## What the task asks
Scan the entries below for the word "lists". Copy out every line in which it occurs.
________
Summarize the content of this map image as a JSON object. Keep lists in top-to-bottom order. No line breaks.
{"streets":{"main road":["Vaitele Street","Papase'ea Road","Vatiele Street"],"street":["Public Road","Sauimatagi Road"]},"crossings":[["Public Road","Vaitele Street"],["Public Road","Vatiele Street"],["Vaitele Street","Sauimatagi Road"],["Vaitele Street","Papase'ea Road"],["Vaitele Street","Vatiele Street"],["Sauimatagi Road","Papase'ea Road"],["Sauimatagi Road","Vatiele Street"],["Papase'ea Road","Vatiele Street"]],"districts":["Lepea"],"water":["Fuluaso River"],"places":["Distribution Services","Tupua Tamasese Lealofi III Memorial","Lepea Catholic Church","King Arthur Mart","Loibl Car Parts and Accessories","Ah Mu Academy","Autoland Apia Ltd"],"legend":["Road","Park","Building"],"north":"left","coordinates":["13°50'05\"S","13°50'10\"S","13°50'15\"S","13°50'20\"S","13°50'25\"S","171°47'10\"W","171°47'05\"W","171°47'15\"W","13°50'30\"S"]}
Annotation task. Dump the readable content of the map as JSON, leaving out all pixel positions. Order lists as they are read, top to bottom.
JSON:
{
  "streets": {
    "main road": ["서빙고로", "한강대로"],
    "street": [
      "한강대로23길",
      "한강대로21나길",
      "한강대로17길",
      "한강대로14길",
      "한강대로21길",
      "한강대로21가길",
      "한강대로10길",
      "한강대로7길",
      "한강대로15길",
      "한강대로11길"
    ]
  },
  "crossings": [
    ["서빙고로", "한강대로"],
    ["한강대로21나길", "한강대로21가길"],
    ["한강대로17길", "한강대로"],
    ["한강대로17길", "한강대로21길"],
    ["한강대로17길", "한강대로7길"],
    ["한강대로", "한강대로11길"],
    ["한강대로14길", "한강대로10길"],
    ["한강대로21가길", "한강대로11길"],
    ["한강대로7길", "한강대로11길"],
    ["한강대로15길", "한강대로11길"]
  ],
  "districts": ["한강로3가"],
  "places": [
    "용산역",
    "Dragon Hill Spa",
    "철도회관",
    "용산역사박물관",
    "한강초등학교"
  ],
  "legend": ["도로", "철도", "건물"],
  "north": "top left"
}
________
## Solution to the problem
Summarize the content of this map image as a JSON object. Keep lists in top-to-bottom order. No line breaks.
Annotation task. Dump the readable content of the map as JSON, leaving out all pixel positions. Order lists as they are read, top to bottom.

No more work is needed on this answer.